─── Records to use ───

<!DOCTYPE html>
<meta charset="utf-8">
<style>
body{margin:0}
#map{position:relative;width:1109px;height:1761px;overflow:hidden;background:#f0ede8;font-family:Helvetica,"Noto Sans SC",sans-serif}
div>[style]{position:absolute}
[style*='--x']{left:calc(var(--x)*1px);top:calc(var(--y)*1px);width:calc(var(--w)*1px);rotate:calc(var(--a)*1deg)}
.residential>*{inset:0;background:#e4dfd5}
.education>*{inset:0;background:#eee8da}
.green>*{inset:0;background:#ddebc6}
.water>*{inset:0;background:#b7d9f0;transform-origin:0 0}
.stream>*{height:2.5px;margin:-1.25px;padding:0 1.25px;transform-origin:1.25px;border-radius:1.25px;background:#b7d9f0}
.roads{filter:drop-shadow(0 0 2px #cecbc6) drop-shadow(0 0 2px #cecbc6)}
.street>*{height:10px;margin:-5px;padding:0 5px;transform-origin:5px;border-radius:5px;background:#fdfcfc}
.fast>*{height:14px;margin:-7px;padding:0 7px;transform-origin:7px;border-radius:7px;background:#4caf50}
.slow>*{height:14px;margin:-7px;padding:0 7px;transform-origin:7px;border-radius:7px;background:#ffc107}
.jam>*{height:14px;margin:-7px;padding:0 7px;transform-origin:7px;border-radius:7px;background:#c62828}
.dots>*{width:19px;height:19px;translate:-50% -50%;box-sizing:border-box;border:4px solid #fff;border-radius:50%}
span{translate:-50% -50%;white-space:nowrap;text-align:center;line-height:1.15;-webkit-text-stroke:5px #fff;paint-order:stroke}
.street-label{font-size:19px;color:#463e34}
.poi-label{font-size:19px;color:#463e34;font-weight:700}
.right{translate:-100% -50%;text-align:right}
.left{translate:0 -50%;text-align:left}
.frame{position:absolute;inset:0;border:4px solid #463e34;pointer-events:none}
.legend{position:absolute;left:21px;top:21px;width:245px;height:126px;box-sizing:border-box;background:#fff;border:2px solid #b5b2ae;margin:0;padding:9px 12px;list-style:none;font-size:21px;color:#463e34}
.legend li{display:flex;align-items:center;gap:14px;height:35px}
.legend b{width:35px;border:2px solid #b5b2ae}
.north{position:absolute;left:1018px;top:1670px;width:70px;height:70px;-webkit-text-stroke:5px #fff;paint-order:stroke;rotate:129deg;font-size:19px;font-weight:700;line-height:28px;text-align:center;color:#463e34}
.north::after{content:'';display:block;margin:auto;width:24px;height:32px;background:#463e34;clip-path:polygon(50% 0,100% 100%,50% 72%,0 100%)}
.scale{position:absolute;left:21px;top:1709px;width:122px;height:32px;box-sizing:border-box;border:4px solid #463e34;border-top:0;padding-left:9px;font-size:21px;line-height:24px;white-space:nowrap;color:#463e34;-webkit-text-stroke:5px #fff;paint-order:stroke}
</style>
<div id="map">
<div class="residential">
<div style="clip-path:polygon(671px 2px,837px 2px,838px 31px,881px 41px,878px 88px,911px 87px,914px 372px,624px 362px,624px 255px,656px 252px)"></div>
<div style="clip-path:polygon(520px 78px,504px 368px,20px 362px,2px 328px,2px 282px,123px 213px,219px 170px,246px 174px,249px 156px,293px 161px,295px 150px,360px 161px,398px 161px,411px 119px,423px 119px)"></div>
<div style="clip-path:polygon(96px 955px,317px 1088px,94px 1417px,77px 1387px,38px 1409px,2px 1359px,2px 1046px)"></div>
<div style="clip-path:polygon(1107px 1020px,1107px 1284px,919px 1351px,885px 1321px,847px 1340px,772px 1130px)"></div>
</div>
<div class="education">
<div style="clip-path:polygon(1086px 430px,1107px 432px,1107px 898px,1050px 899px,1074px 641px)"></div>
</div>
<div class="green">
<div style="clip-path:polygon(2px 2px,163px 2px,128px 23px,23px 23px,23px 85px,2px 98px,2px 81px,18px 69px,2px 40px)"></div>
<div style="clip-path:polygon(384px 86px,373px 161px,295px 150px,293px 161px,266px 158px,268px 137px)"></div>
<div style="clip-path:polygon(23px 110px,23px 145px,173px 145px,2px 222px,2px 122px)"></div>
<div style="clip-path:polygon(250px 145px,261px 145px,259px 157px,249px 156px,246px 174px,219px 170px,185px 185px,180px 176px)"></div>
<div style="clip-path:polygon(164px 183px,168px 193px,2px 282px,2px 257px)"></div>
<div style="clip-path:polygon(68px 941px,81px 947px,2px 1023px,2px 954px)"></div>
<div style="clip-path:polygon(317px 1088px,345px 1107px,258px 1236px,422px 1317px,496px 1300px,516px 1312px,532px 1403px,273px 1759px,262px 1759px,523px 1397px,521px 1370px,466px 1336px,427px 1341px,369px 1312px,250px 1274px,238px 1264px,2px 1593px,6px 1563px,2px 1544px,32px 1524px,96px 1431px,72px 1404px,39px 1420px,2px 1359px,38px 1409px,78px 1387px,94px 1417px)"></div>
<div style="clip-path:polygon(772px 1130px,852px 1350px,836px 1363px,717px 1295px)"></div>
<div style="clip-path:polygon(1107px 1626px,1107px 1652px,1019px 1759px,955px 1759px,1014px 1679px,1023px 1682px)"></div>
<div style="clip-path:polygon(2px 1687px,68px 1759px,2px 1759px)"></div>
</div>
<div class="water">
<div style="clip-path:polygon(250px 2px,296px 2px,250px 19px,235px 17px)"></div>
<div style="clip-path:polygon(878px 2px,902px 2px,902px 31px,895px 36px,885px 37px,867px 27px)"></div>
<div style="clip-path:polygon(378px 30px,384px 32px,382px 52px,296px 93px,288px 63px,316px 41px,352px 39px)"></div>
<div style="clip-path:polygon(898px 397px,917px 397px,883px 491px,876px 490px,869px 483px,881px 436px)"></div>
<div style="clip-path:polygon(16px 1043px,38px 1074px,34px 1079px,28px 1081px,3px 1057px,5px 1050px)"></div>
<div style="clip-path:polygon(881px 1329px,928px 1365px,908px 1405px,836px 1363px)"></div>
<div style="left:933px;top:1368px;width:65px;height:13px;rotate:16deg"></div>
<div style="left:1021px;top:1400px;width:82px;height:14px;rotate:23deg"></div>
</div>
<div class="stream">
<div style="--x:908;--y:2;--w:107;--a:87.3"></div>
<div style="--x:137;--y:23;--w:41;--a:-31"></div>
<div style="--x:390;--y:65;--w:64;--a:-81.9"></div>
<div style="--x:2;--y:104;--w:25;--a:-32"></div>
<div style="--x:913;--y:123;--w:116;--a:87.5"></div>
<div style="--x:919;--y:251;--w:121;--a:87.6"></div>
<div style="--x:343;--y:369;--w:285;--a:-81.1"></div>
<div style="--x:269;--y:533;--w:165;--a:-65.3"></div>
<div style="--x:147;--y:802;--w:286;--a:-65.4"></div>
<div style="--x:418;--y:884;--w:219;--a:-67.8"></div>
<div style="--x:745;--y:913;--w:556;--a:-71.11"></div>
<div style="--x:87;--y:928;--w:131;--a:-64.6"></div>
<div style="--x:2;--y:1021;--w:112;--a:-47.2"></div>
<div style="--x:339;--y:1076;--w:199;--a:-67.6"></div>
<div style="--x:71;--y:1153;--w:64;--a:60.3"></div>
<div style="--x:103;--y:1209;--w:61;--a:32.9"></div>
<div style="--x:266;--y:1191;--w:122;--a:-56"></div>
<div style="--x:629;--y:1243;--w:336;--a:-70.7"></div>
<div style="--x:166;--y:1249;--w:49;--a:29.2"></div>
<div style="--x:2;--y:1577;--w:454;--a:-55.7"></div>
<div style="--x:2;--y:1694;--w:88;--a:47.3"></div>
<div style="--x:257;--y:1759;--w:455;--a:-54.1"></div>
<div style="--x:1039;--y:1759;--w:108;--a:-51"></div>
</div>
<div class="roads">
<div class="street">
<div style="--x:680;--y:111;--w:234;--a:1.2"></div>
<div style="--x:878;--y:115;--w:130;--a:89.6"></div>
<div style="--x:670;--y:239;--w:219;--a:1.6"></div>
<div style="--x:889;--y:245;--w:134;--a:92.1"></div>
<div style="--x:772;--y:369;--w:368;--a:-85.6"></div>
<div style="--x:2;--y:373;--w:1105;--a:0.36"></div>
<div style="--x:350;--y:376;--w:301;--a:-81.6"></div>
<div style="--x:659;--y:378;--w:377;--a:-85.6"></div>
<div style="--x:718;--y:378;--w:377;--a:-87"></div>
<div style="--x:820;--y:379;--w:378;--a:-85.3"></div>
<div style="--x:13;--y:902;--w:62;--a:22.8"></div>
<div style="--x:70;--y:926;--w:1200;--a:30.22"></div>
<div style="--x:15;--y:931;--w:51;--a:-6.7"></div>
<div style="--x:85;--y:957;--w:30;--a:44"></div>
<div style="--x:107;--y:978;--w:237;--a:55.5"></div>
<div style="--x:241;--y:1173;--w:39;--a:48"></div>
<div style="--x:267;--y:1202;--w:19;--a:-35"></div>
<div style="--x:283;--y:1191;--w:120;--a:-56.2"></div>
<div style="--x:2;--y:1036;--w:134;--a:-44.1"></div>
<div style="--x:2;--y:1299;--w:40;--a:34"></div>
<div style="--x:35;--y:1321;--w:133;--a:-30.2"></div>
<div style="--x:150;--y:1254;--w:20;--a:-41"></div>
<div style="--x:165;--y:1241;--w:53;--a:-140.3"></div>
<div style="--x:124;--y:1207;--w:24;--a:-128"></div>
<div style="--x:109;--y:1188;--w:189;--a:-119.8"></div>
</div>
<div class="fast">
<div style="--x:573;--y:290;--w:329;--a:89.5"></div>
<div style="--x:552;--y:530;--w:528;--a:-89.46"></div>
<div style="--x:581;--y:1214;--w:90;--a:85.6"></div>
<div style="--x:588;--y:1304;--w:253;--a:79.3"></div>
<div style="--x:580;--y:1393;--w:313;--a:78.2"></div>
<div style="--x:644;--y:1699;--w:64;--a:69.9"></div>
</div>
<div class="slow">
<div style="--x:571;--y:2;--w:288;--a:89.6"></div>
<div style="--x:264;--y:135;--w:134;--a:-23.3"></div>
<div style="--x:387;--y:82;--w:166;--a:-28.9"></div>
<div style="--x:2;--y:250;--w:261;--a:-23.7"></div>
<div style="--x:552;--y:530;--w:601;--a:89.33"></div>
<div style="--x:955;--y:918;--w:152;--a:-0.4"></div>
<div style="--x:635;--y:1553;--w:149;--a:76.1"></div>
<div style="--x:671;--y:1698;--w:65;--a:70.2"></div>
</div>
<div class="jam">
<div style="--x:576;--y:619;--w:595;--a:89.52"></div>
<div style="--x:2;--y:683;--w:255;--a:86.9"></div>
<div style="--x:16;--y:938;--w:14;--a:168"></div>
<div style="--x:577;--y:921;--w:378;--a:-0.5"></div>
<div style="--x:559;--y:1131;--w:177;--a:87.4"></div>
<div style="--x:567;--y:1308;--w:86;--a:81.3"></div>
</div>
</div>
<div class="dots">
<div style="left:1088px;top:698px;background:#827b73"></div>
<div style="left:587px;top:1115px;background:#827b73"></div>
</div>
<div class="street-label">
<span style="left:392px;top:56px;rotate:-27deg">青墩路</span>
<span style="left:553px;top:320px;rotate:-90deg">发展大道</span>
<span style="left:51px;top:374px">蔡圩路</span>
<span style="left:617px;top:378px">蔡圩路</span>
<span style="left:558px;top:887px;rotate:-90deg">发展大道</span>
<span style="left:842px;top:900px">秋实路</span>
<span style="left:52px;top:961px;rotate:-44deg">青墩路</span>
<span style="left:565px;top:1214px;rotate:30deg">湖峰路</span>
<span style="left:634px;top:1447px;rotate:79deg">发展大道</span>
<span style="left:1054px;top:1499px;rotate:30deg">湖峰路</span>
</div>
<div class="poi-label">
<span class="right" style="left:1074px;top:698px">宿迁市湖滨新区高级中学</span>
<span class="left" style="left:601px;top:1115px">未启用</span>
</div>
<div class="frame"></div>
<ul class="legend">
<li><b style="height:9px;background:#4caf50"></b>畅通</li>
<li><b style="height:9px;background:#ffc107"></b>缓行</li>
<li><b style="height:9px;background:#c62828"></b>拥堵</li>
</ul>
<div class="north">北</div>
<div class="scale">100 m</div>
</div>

───

=== Exercise ===
Each line above that has the word "residential" should be copied.

=== Answer ===
.residential>*{inset:0;background:#e4dfd5}
<div class="residential">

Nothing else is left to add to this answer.